**INSTRUCTIONS TO FOLLOW**
I would like the number of lines in the data that contain the word "crossings". Please give that number alone.

════════

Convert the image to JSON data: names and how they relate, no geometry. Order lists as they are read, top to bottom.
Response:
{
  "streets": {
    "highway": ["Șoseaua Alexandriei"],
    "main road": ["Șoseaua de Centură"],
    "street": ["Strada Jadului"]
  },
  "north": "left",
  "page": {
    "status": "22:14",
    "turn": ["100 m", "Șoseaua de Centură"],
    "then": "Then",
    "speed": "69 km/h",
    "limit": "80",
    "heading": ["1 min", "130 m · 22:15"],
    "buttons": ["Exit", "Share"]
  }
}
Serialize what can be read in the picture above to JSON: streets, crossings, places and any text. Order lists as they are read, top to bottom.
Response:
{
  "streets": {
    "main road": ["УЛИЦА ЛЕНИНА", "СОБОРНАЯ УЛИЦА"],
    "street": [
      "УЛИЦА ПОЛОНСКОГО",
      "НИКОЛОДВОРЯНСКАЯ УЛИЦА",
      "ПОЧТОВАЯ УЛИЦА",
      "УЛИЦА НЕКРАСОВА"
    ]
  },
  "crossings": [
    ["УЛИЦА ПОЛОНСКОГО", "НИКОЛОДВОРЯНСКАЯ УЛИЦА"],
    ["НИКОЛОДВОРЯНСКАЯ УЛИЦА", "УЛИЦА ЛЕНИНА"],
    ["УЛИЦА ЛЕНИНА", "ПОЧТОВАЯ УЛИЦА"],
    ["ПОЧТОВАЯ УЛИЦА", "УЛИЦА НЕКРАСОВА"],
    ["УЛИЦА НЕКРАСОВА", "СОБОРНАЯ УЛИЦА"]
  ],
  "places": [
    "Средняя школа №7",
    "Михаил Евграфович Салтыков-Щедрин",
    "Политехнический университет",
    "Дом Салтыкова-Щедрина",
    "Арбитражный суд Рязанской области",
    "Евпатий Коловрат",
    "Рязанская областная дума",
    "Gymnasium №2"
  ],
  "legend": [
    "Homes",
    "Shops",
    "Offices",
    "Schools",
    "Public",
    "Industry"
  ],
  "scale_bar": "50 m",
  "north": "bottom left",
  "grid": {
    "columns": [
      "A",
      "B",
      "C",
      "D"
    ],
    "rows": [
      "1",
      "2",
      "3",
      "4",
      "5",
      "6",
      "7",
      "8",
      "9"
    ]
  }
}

════════

**ANSWER TO THE EXERCISE**
2